Recordamos a Javier Marías en pasajes de lectura de la obra, por su afición a las armas como coleccionista ilustrado por Pérez Reverte; pero también a Francisco Umbral, cuando en su Leyenda del César Visionario describía a su manera la fragilidad interesada entre franquistas y falangistas y de cómo éstos estorbaban a los primeros por el poder. A codazos. El autor lleva esa fragilidad al contexto de los primeros compases de la contienda, en la Cartagena, en el Alicante y, por supuesto, en la Salamanca de 1936, la misma ciudad charra que Umbral utilizó como morada para su particular César; la capital administrativa de la incipiente dictadura y de la vida paralela para los que no combatían pero mandaban, para los que traficaban y cerraban negocios mientras la gente se mataba; la que vivía noches de salón mientras el toque de queda se hacía manifiesto.
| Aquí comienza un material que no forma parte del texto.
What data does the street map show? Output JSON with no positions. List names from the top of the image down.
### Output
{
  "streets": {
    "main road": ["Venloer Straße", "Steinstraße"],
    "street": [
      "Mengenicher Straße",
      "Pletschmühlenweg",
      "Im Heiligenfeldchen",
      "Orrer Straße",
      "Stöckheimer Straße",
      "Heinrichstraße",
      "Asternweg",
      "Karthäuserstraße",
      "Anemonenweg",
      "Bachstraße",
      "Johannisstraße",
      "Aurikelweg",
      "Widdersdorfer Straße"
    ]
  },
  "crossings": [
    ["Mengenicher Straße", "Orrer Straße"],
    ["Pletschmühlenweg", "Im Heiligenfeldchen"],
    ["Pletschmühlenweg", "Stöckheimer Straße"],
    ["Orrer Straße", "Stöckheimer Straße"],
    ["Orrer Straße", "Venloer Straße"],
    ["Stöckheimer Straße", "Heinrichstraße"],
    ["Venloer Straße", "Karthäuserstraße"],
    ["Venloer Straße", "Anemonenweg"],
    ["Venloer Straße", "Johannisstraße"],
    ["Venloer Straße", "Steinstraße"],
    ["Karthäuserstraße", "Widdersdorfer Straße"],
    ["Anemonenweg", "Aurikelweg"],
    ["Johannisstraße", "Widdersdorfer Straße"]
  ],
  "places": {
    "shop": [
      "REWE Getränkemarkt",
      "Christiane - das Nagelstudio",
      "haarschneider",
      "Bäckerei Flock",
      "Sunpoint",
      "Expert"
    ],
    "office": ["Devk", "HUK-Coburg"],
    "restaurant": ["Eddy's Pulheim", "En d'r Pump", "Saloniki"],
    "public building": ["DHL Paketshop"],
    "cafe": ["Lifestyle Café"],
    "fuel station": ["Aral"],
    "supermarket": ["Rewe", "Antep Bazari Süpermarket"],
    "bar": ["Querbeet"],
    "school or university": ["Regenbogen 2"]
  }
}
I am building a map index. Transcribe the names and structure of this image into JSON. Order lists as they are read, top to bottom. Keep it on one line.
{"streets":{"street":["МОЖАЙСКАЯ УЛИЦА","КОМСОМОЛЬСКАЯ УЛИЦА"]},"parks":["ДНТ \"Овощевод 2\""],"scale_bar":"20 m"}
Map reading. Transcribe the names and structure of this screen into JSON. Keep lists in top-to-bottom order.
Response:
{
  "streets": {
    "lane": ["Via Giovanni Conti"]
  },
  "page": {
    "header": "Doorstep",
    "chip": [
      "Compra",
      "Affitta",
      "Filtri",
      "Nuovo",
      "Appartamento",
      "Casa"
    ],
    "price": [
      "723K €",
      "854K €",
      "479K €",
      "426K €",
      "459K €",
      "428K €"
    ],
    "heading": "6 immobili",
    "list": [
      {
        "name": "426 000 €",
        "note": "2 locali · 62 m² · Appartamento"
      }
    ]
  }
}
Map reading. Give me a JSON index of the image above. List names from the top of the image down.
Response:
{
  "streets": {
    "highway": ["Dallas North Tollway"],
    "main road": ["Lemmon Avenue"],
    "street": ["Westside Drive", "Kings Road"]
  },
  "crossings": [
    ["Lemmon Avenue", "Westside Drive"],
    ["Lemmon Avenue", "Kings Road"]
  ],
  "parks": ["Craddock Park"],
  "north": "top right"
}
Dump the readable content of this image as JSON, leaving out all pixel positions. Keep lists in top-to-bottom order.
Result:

Ésa es la Salamaca que enmarca las aventuras de Lorenzo Falcó, un tipo curtido en mil batallas, mujeriego, intuitivo, suertudo y neutral mientras su cuello esté en juego. Un personaje que recuerda también a alguno de los anticipadores de comportamientos propios de la semántica del Tu rostro mañana, del autor mencionado al principio de esta reseña. Especialmente detectado en el papel del espionaje en la novela y de un “no debería uno contar nunca nada” en contextos de contiendas tan cruentas como chapuzas, como la protagonizada por quienes no se ensuciaban las manos en la trinchera y basaban sus operaciones en el rumor, en la mentira, en la verdad contada o en el aparato del espionaje. Un sermón muy bien reflejado en Falcó en los dimes y diretes de salón, en grandes hoteles de servicio secreto, en capitanías, y comandancias de policía en las que se despliega el entramado del quién es quién en la trama.
Con Falcó, Pérez Reverte renueva la fidelidad de su ya de por sí legión de lectores fieles e infleles y garantiza el inicio de otra serie de éxito con un Lorenzo Falcó que promete competir en popularidad con el Capitán Alatriste. El cartagenero apela a su sobriedad escritora, a su capacidad de documentalista y a la agilidad novelesca de una trama que hace caminar al lector con avidez hacia el desenlace. Un desenlace que abre, como se ha dicho, la puerta a muchas más aventuras de multicolores y facturas desde el prisma del espléndido aislamiento que le brinda la ficción. Un parapeto de neutralidad desde el que Pérez Reverte eparte flema por igual, quizás por aquello de que, como el propio autor indicó en una entrevista promocional en Papel, “hubo cunetas en los dos bandos [ ] Cuidado con los abuelos, porque muchos estuvieron matando gente, porque no todos fueron héroes”.
Aunque los hechos no coincidan necesariamente con el relato histórico de los acontecimientos del momento que recoge la trama se le nota al autor que sabe disfrutar con el malencarado de su protagonista y contagia una suerte de simpatía también neutral- al lector. De fondo, nos queda el enamoramiento hacia Eva Rengel y su más que disciplinado sentido del amor ejecutor, como brazo armado de una novela que ya pide paso a la segunda entrega de Falcó. Fechorías claras, concisas, directas, bélicas, antiaéreas, sin tuits.